Source data -

--

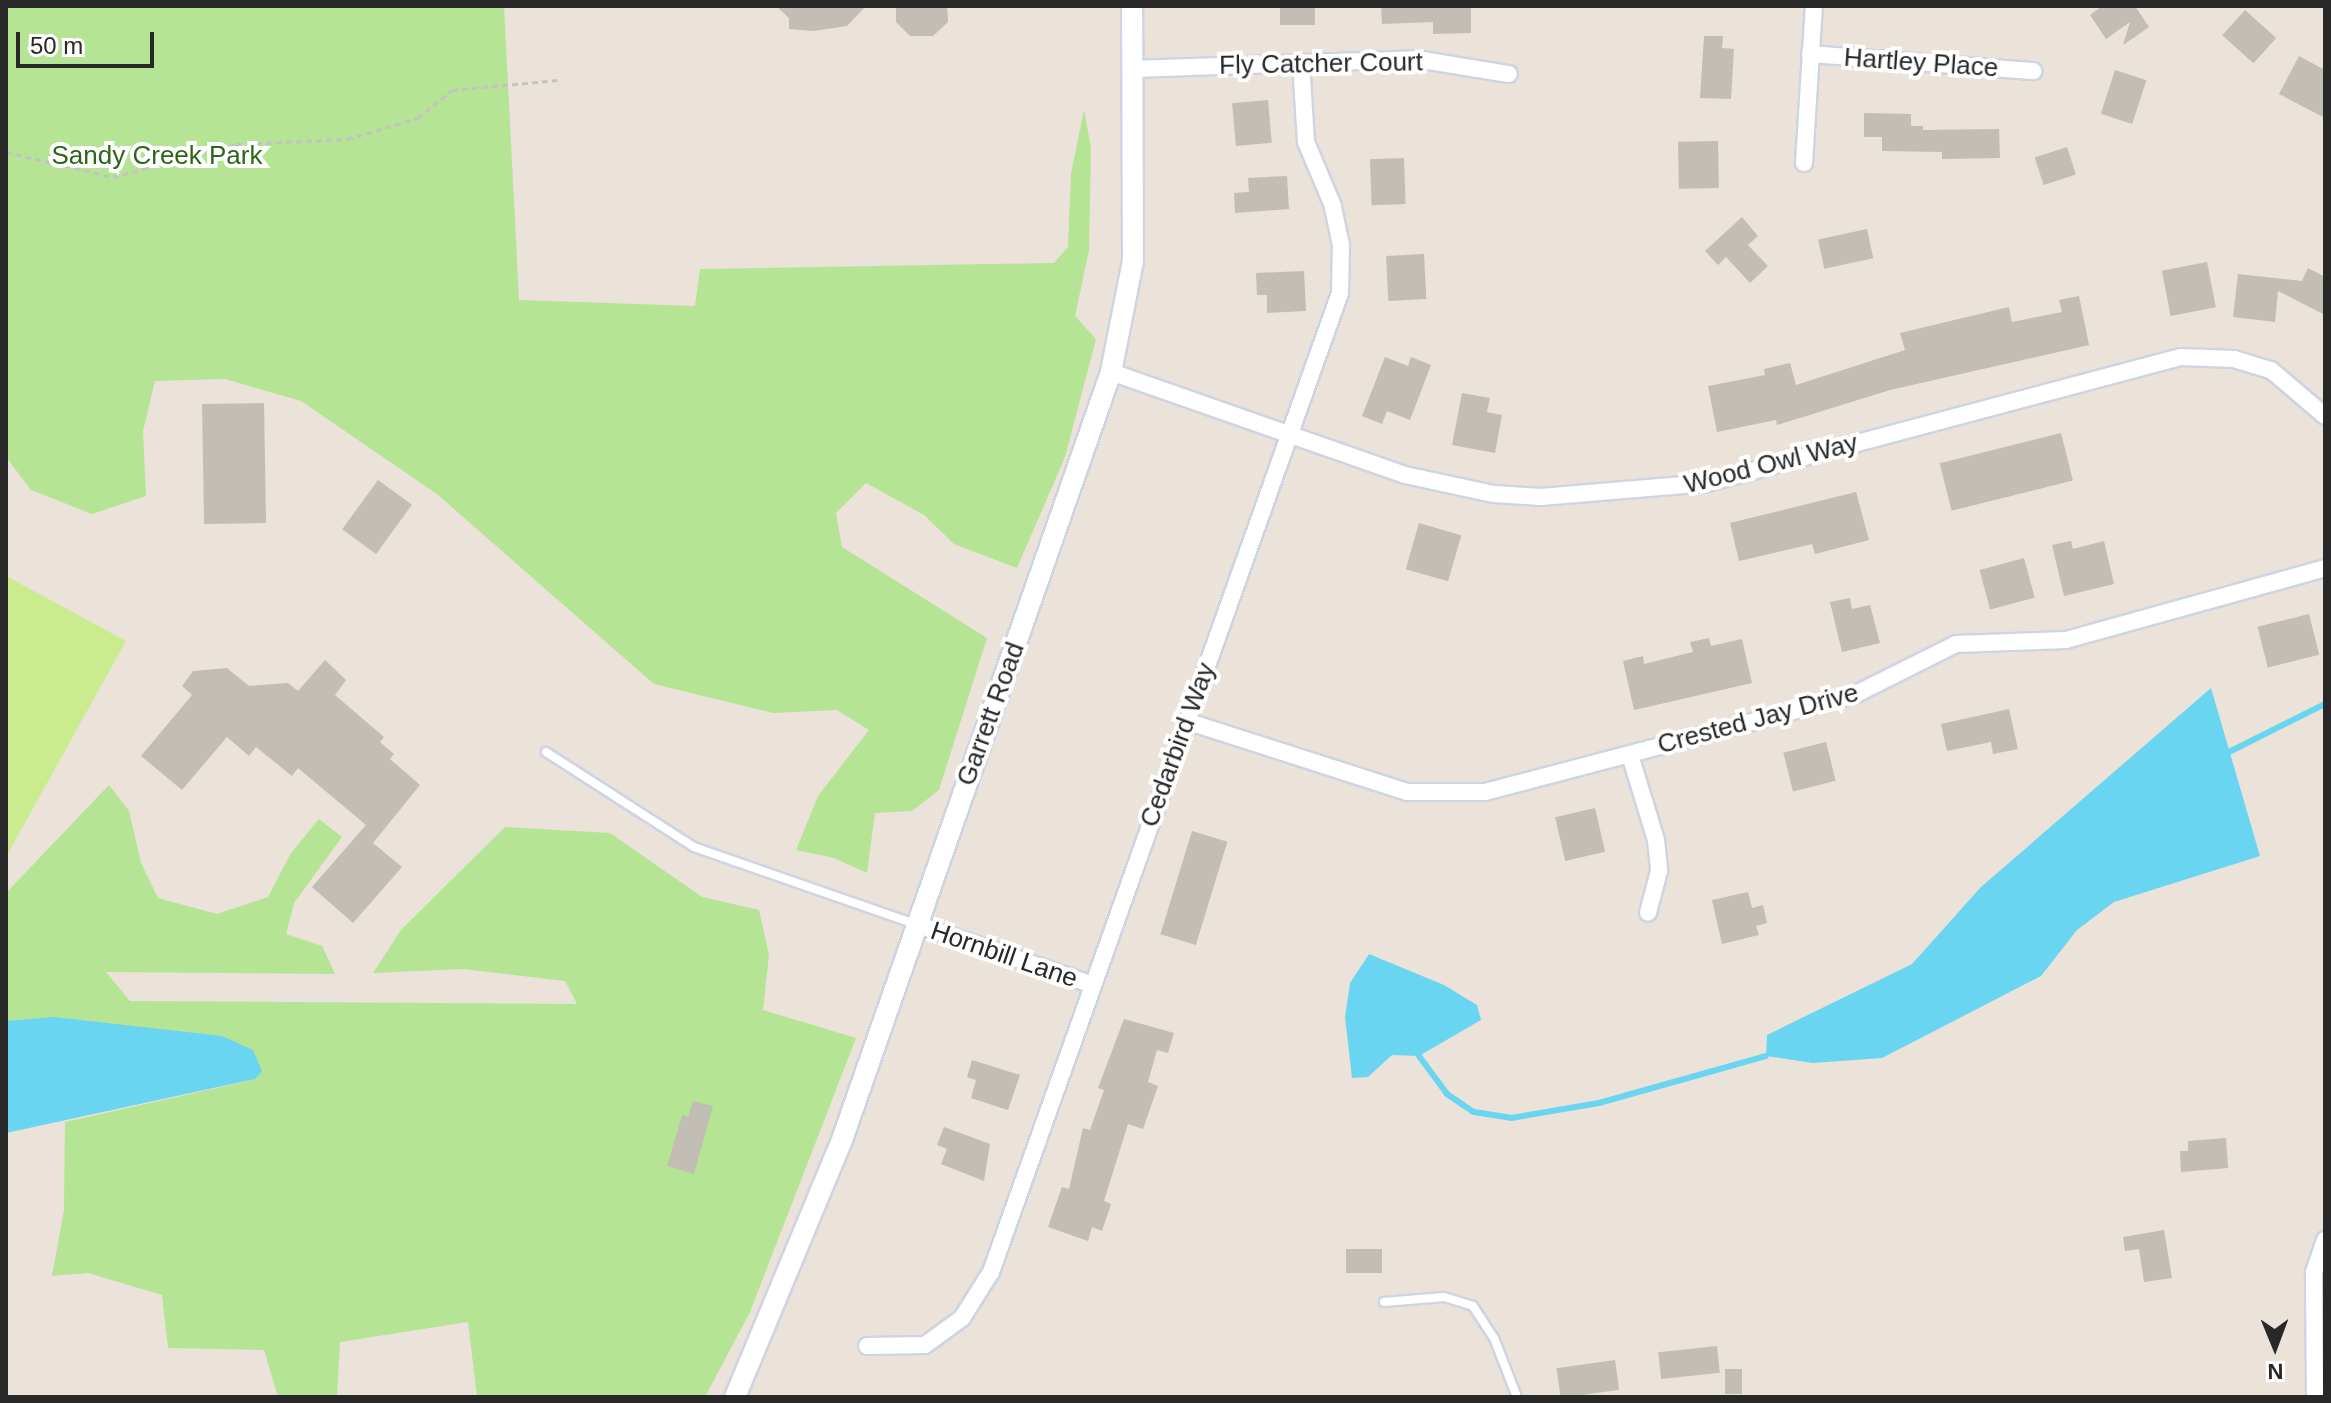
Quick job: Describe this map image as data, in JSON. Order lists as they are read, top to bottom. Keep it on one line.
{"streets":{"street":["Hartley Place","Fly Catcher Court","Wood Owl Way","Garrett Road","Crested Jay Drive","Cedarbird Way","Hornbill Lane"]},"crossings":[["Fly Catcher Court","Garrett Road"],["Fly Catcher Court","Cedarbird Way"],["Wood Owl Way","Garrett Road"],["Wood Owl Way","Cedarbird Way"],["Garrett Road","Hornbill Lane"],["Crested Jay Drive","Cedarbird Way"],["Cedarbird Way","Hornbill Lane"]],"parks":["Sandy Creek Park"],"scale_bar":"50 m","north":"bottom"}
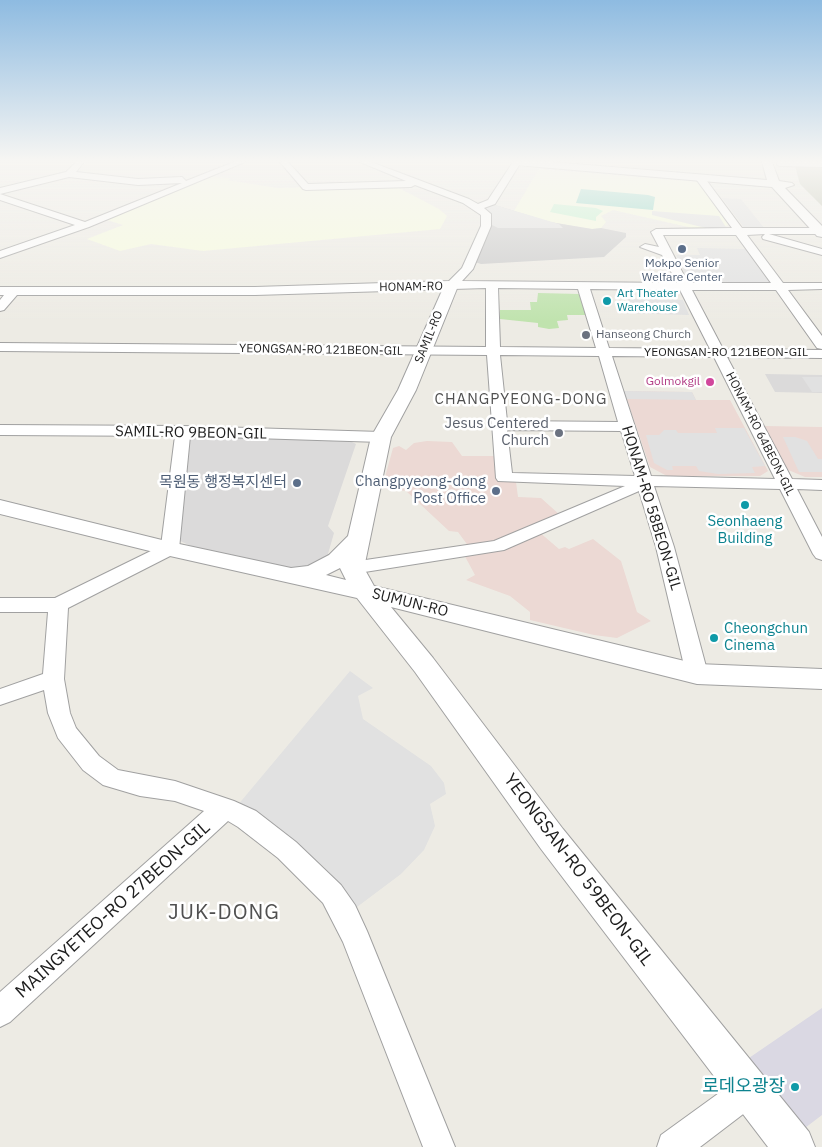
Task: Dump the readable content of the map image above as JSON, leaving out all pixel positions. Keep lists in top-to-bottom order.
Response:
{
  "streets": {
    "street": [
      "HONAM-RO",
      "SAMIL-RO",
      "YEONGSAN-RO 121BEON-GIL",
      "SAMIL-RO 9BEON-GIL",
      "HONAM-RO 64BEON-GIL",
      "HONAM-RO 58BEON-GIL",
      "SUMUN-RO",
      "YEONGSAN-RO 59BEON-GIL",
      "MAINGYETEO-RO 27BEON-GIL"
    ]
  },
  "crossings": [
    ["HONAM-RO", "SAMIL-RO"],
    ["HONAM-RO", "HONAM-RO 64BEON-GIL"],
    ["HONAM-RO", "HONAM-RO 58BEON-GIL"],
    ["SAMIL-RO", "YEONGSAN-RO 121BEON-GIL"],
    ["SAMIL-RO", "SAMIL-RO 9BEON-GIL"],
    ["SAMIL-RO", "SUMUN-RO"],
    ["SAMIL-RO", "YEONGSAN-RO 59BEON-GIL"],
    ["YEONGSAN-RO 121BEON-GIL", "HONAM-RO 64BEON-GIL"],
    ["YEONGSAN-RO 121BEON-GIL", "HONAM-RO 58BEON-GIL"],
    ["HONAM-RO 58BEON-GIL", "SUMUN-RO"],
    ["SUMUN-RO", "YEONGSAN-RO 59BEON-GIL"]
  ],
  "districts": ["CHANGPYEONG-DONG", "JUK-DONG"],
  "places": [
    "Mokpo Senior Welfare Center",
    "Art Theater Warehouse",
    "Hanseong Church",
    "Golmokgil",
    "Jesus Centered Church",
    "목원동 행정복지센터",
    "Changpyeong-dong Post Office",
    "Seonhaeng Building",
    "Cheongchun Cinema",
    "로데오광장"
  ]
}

--

Problem statement - Write the entries above out again exactly, but not the pictures.

Exercise response -
Quick job: Describe this map image as data, in JSON. Order lists as they are read, top to bottom. Keep it on one line.
{"streets":{"street":["Hartley Place","Fly Catcher Court","Wood Owl Way","Garrett Road","Crested Jay Drive","Cedarbird Way","Hornbill Lane"]},"crossings":[["Fly Catcher Court","Garrett Road"],["Fly Catcher Court","Cedarbird Way"],["Wood Owl Way","Garrett Road"],["Wood Owl Way","Cedarbird Way"],["Garrett Road","Hornbill Lane"],["Crested Jay Drive","Cedarbird Way"],["Cedarbird Way","Hornbill Lane"]],"parks":["Sandy Creek Park"],"scale_bar":"50 m","north":"bottom"}
Task: Dump the readable content of the map image above as JSON, leaving out all pixel positions. Keep lists in top-to-bottom order.
Response:
{
  "streets": {
    "street": [
      "HONAM-RO",
      "SAMIL-RO",
      "YEONGSAN-RO 121BEON-GIL",
      "SAMIL-RO 9BEON-GIL",
      "HONAM-RO 64BEON-GIL",
      "HONAM-RO 58BEON-GIL",
      "SUMUN-RO",
      "YEONGSAN-RO 59BEON-GIL",
      "MAINGYETEO-RO 27BEON-GIL"
    ]
  },
  "crossings": [
    ["HONAM-RO", "SAMIL-RO"],
    ["HONAM-RO", "HONAM-RO 64BEON-GIL"],
    ["HONAM-RO", "HONAM-RO 58BEON-GIL"],
    ["SAMIL-RO", "YEONGSAN-RO 121BEON-GIL"],
    ["SAMIL-RO", "SAMIL-RO 9BEON-GIL"],
    ["SAMIL-RO", "SUMUN-RO"],
    ["SAMIL-RO", "YEONGSAN-RO 59BEON-GIL"],
    ["YEONGSAN-RO 121BEON-GIL", "HONAM-RO 64BEON-GIL"],
    ["YEONGSAN-RO 121BEON-GIL", "HONAM-RO 58BEON-GIL"],
    ["HONAM-RO 58BEON-GIL", "SUMUN-RO"],
    ["SUMUN-RO", "YEONGSAN-RO 59BEON-GIL"]
  ],
  "districts": ["CHANGPYEONG-DONG", "JUK-DONG"],
  "places": [
    "Mokpo Senior Welfare Center",
    "Art Theater Warehouse",
    "Hanseong Church",
    "Golmokgil",
    "Jesus Centered Church",
    "목원동 행정복지센터",
    "Changpyeong-dong Post Office",
    "Seonhaeng Building",
    "Cheongchun Cinema",
    "로데오광장"
  ]
}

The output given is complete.